A heavy fall of snow occurred in the southern part of the state back on April 6, 1928 with many places receiving 6 or more inches. Downtown St Paul reported 7 inches, Zumbrota 8 inches, Maple Plain 9.5 inches, and Fairmont 11.4 inches, still a record snowfall for the date there.

Another heavy snow storm occurred on April 6, 1947 bringing several inches of snow, and record setting snow to some northern Minnesota communities. Moorhead and Babbitt reported 9 inches, 10 inches fell at Blackduck, 14 inches at Red Lake, and 18 inches of snow was reported at Fosston. It was a Sunday and some churches did not hold services.

April 6, 1979 was perhaps the coldest in history across the state as most northern Minnesota communities reported below 0 F readings. For some observers the daytime temperature never rose out of the teens F that day. It was -5 degrees F as far south as Maple Plain.

A remarkable two-day heat wave occurred across Minnesota over April 5-6, 1991. Many observers reported daytime temperatures in the 80s F on consecutive days. Farmers were anxious to get field work done, but thunderstorms prevailed the rest of the month making soil conditions too wet.

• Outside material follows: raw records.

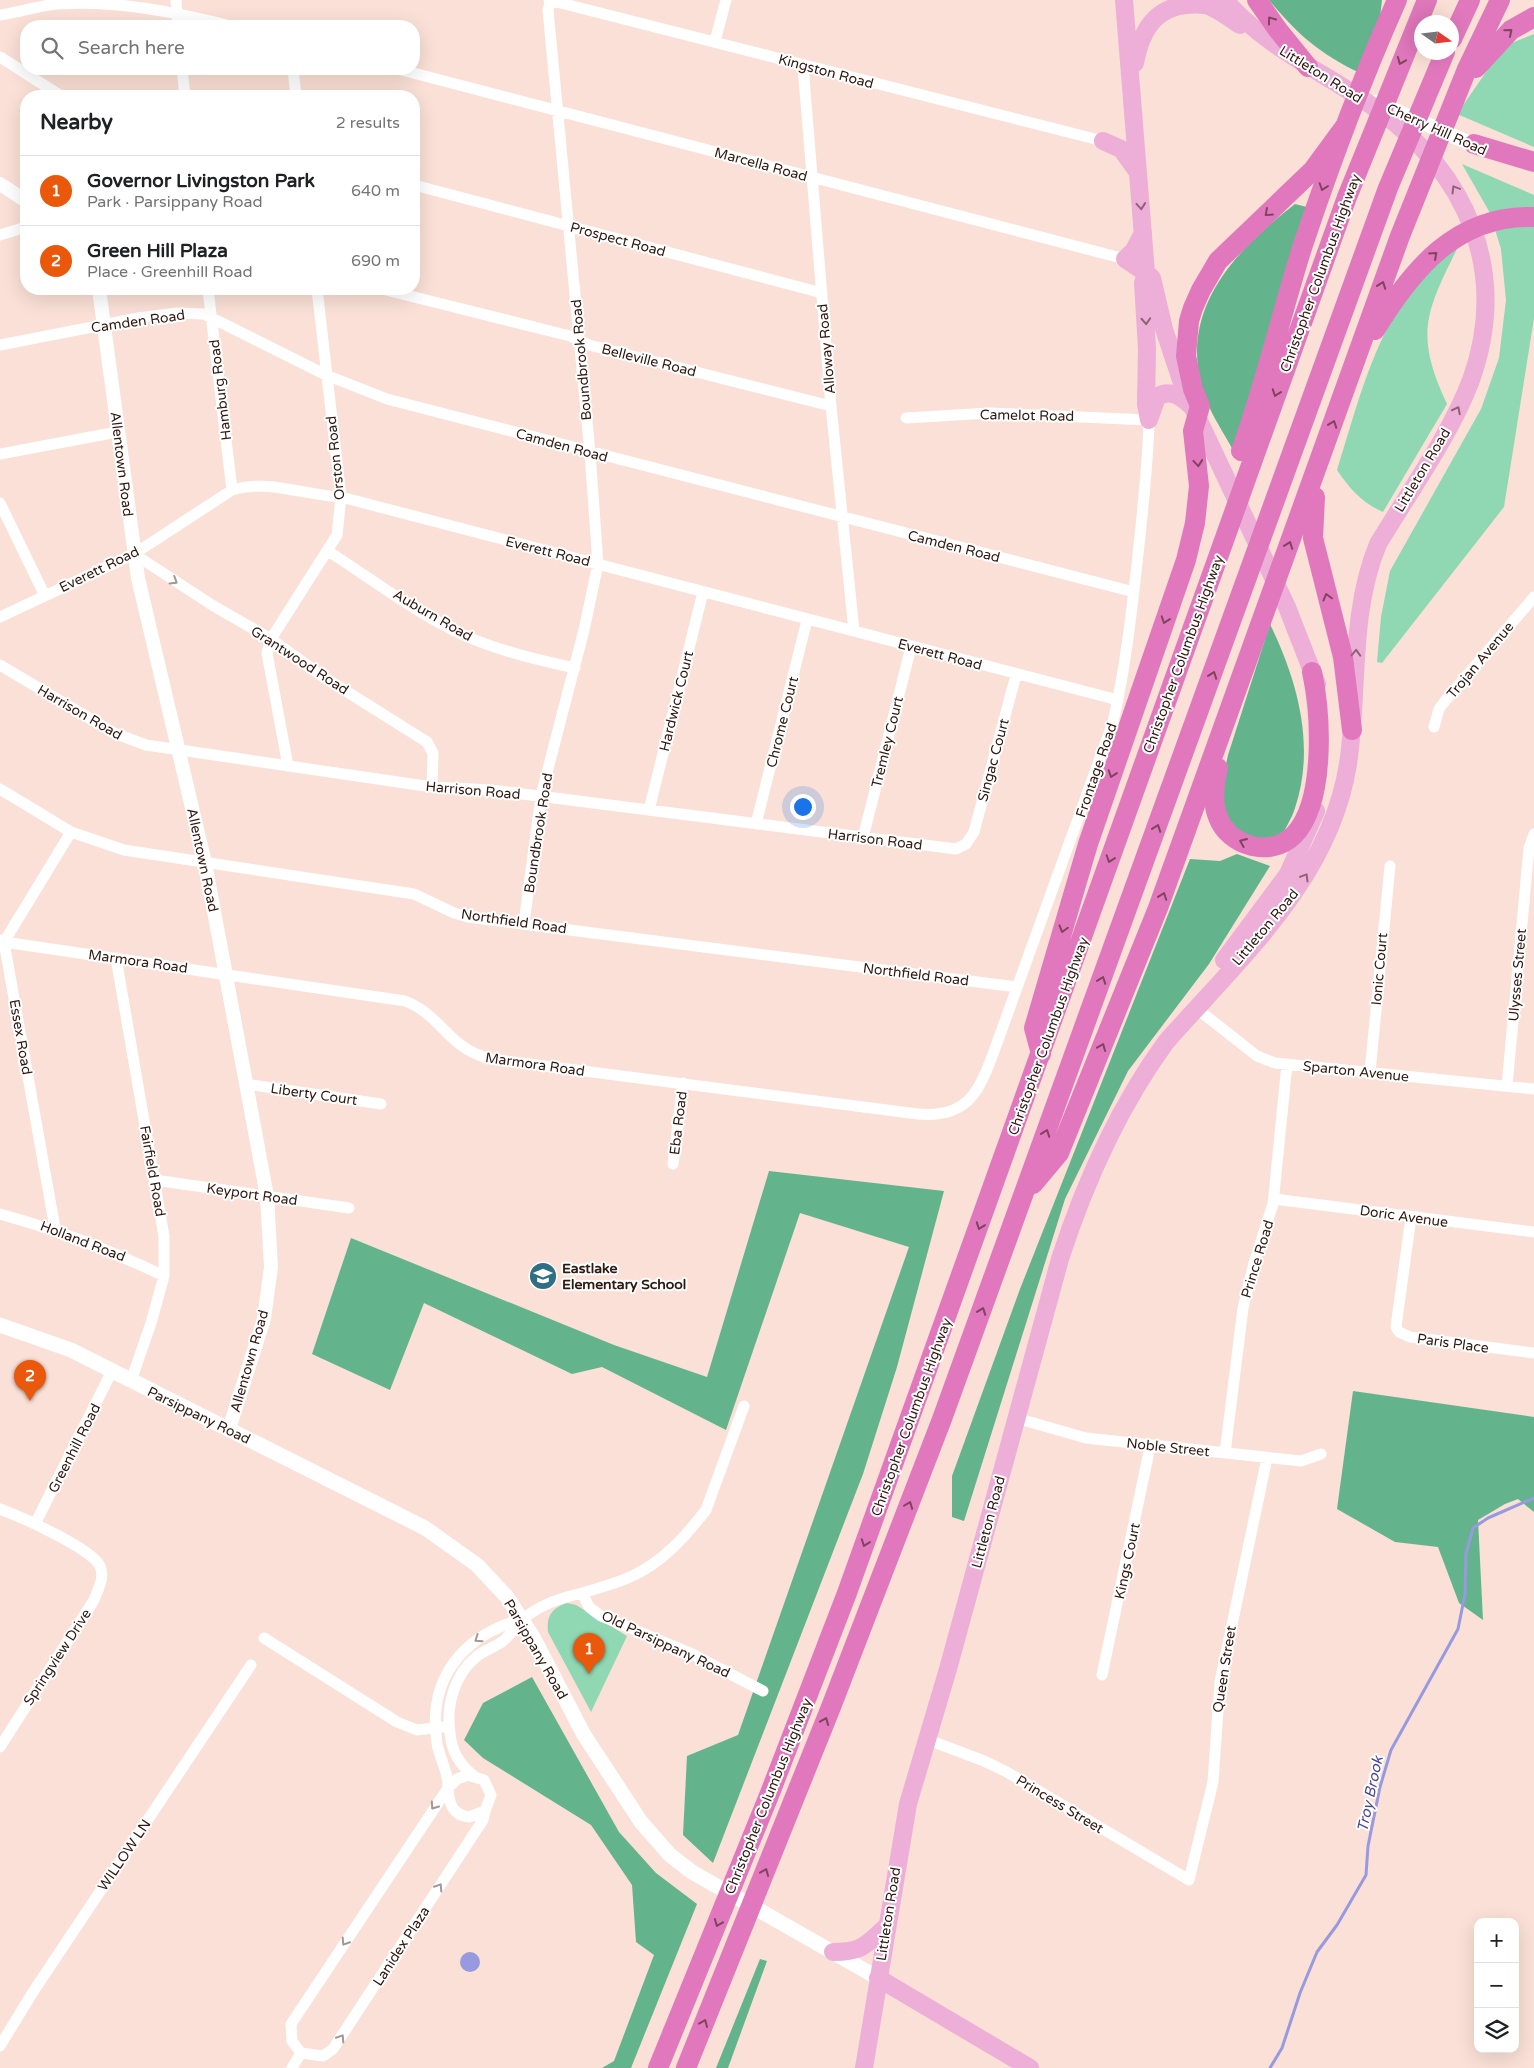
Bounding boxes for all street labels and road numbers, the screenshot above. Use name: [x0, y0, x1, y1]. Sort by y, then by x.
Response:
street label: Littleton Road: [1276, 42, 1365, 107]
street label: Kingston Road: [776, 51, 875, 92]
street label: Cherry Hill Road: [1384, 100, 1489, 159]
street label: Marcella Road: [713, 144, 809, 185]
street label: Christopher Columbus Highway: [1277, 171, 1365, 375]
street label: Prospect Road: [568, 219, 667, 260]
street label: Boundbrook Road: [568, 299, 595, 421]
street label: Alloway Road: [814, 303, 839, 395]
street label: Camden Road: [90, 306, 186, 336]
street label: Hamburg Road: [206, 339, 235, 441]
street label: Belleville Road: [600, 341, 698, 380]
street label: Camelot Road: [980, 406, 1074, 425]
street label: Allentown Road: [107, 411, 136, 518]
street label: Orston Road: [323, 415, 348, 501]
street label: Camden Road: [514, 425, 610, 466]
street label: Littleton Road: [1391, 425, 1454, 515]
street label: Camden Road: [906, 527, 1002, 566]
street label: Everett Road: [504, 533, 592, 570]
street label: Everett Road: [57, 543, 142, 596]
street label: Christopher Columbus Highway: [1140, 552, 1228, 756]
street label: Auburn Road: [390, 586, 475, 645]
street label: Trojan Avenue: [1443, 618, 1517, 702]
street label: Grantwood Road: [248, 622, 352, 698]
street label: Everett Road: [896, 635, 984, 674]
street label: Hardwick Court: [656, 648, 697, 753]
street label: Chrome Court: [763, 674, 802, 770]
street label: Harrison Road: [34, 681, 125, 744]
street label: Tremley Court: [868, 694, 907, 789]
street label: Singac Court: [974, 716, 1013, 804]
street label: Frontage Road: [1072, 721, 1121, 820]
street label: Boundbrook Road: [521, 772, 556, 894]
street label: Harrison Road: [425, 778, 521, 803]
street label: Allentown Road: [183, 807, 222, 914]
street label: Harrison Road: [827, 825, 923, 854]
street label: Littleton Road: [1228, 886, 1302, 969]
street label: Northfield Road: [460, 906, 568, 937]
street label: Ulysses Street: [1505, 927, 1530, 1022]
street label: Ionic Court: [1368, 931, 1391, 1006]
street label: Christopher Columbus Highway: [1005, 934, 1093, 1138]
street label: Marmora Road: [87, 946, 189, 977]
street label: Northfield Road: [862, 960, 970, 989]
street label: Essex Road: [5, 998, 36, 1076]
street label: Marmora Road: [484, 1049, 586, 1080]
street label: Sparton Avenue: [1302, 1057, 1410, 1086]
street label: Liberty Court: [269, 1080, 359, 1109]
street label: Eba Road: [666, 1090, 691, 1156]
street label: Fairfield Road: [136, 1124, 169, 1218]
street label: Keyport Road: [205, 1180, 298, 1209]
street label: Doric Avenue: [1359, 1202, 1449, 1231]
street label: Holland Road: [38, 1217, 128, 1266]
street label: Prince Road: [1238, 1218, 1277, 1300]
street label: Allentown Road: [227, 1308, 272, 1414]
street label: Christopher Columbus Highway: [868, 1315, 956, 1519]
street label: Paris Place: [1416, 1330, 1490, 1357]
street label: Parsippany Road: [144, 1383, 253, 1448]
street label: Greenhill Road: [45, 1401, 104, 1496]
street label: Noble Street: [1126, 1435, 1211, 1460]
street label: Littleton Road: [968, 1474, 1009, 1570]
street label: Kings Court: [1111, 1521, 1144, 1601]
street label: Parsippany Road: [500, 1596, 571, 1702]
street label: Springview Drive: [20, 1606, 95, 1709]
street label: Old Parsippany Road: [599, 1607, 733, 1682]
street label: Queen Street: [1209, 1624, 1240, 1714]
street label: Christopher Columbus Highway: [721, 1695, 816, 1897]
street label: Princess Street: [1013, 1772, 1107, 1838]
street label: WILLOW LN: [94, 1816, 155, 1894]
street label: Littleton Road: [873, 1866, 904, 1962]
street label: Lanidex Plaza: [369, 1903, 433, 1989]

An most unwelcome blizzard occurred April 5-6, 1997 across the Red River Valley when most communities were in the middle of a flood fight due to a rapidly rising Red River. Many areas reported 5 to 7 inches of snowfall with near zero visibility at times. A mixture of rain, sleet, and freezing rain fell elsewhere. Ice accumulated on power poles and lines knocking out power to many communities. Interstate 94 was closed for a time between Moorhead and Fergus Falls.

April 6-7, 2006 brought heavy thunderstorms to eastern sections of the state. The Twin Cities reported their heaviest ever April rainfall with 2.58 inches. Albert Lea reported 2.57 inches and Fairmont received 3.35 inches. Many basements were flooded in Martin County, and elsewhere a number of roads were closed due to high water.


Chance of showers over the weekend, possibly a few snow showers in the north. Chances for frost Monday, Tuesday, and Wednesday mornings around the state. Generally dry next week with daytime temperatures that are near seasonal normals. Some warming towards the end of the week.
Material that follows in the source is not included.